Warta o ubezpieczeniu na wyjazd w góry

0
585

Słowackie Tatry czy Alpy kuszą nie tylko amatorów pieszych wycieczek, ale też narciarzy. Jednak wszyscy oni powinni pamiętać o znacznie wyższych kosztach ewentualnej pomocy medycznej w związku z wypadkami na stoku czy szlaku za granicą – przypomina Warta.

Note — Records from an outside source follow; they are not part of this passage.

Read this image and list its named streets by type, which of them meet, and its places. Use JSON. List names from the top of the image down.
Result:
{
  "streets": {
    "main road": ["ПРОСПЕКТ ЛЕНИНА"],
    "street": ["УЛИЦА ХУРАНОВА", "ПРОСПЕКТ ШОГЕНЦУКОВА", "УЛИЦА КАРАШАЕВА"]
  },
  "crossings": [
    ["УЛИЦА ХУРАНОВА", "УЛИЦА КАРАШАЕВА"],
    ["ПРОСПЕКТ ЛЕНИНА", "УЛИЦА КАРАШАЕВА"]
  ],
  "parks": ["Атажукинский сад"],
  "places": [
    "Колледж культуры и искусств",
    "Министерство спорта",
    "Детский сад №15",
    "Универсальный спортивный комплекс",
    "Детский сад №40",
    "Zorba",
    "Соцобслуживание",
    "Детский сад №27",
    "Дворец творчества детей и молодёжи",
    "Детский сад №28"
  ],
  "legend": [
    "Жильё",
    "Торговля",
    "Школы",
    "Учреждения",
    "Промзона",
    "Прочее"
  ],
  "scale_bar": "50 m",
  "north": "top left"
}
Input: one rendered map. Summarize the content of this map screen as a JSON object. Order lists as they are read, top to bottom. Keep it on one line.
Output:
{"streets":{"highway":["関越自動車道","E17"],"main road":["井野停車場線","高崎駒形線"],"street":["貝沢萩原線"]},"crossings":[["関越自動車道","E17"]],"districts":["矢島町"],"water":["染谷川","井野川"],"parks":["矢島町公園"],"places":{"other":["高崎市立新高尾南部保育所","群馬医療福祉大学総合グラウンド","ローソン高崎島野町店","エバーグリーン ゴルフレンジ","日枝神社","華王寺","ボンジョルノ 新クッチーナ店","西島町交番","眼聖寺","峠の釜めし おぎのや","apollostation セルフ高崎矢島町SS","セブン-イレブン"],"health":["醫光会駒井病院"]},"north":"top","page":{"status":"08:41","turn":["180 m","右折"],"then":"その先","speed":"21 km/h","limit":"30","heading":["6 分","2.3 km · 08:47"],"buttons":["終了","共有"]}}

– Akcje ratunkowe np. w Austrii, Włoszech czy na Słowacji są w stu procentach płatne, a sam transport z miejsca zdarzenia kosztuje od 200 do 400 euro. Jeśli akcja odbywa się z użyciem helikoptera: nawet do kilku tysięcy euro. A do tego dochodzą koszty związane z pomocą medyczną – mówi Ewa Bartoszewicz, menedżer produktu w Warcie. – W innych krajach słynących z kurortów narciarskich również nie jest tanio: koszty leczenia ambulatoryjnego związane ze złamaniem, obejmujące niezbędne badania i procedury medyczne, mogą wynieść we Włoszech, Francji czy Anglii ok. 5–6 tys. euro. Jeden dzień spędzony w szpitalu na oddziale intensywnej terapii może w zależności od kraju kosztować nas od 500 do 2 tys. euro. – dodaje.

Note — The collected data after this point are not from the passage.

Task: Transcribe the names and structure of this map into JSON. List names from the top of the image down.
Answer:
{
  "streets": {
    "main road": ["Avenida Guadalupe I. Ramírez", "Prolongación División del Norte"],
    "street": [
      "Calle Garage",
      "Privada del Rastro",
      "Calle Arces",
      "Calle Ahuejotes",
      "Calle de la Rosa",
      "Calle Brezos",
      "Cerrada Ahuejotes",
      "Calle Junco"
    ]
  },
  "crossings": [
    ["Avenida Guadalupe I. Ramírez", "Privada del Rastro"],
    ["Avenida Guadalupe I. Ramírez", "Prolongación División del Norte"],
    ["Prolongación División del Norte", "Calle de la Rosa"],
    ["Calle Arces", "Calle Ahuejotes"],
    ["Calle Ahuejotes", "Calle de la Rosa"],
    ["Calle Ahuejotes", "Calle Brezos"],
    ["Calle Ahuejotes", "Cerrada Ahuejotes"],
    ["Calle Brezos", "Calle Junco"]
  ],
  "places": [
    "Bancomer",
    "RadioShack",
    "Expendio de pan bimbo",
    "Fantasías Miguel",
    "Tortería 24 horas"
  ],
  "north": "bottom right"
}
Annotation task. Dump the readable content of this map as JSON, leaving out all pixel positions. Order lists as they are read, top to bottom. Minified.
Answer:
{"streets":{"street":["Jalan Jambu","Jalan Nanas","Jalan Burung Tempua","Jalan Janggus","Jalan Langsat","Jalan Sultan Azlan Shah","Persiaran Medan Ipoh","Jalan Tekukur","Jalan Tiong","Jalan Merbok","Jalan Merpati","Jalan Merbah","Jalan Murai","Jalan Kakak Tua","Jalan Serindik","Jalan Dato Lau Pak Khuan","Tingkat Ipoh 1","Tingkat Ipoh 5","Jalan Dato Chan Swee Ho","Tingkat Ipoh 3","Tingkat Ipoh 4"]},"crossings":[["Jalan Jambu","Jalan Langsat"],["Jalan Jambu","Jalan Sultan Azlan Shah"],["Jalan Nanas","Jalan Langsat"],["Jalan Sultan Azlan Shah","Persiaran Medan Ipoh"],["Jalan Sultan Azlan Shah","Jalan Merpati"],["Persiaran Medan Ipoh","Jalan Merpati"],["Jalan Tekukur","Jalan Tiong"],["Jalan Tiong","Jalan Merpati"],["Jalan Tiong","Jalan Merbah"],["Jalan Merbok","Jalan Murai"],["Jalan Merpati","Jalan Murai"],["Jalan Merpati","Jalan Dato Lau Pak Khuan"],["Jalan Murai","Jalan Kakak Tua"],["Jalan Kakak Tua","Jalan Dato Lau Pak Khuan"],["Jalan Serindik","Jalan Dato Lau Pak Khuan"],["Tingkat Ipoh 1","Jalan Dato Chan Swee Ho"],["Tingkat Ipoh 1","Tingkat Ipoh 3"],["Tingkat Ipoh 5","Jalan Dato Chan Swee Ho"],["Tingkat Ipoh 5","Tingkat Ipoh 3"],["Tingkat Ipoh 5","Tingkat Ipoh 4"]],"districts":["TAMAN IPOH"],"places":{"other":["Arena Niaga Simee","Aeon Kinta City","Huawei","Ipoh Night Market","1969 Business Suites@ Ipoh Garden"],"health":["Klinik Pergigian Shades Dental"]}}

Ekspertka radzi, aby przed wyjazdem zaopatrzyć się w ubezpieczenie, które zapewnia pokrycie kosztów leczenia oraz pakiet assistance. Ubezpieczenie takie gwarantuje nam pokrycie kosztów leczenia nawet do 2 mln zł. Polisa powinna też gwarantować szeroką ochronę związaną z żywiołami (w tym z zejściem lawiny) czy transport medyczny do kraju po wypadku za granicą.

Ewa Bartoszewicz wskazuje, że oferowana przez jej firmę polisa Warta Travel poza standardowym ubezpieczeniem na wypadek złamania, skręcenia lub zwichnięcia pokrywa także koszt pierwszej pomocy medycznej na miejscu wypadku czy telefoniczne wsparcie tłumacza języka angielskiego w sprawach medycznych.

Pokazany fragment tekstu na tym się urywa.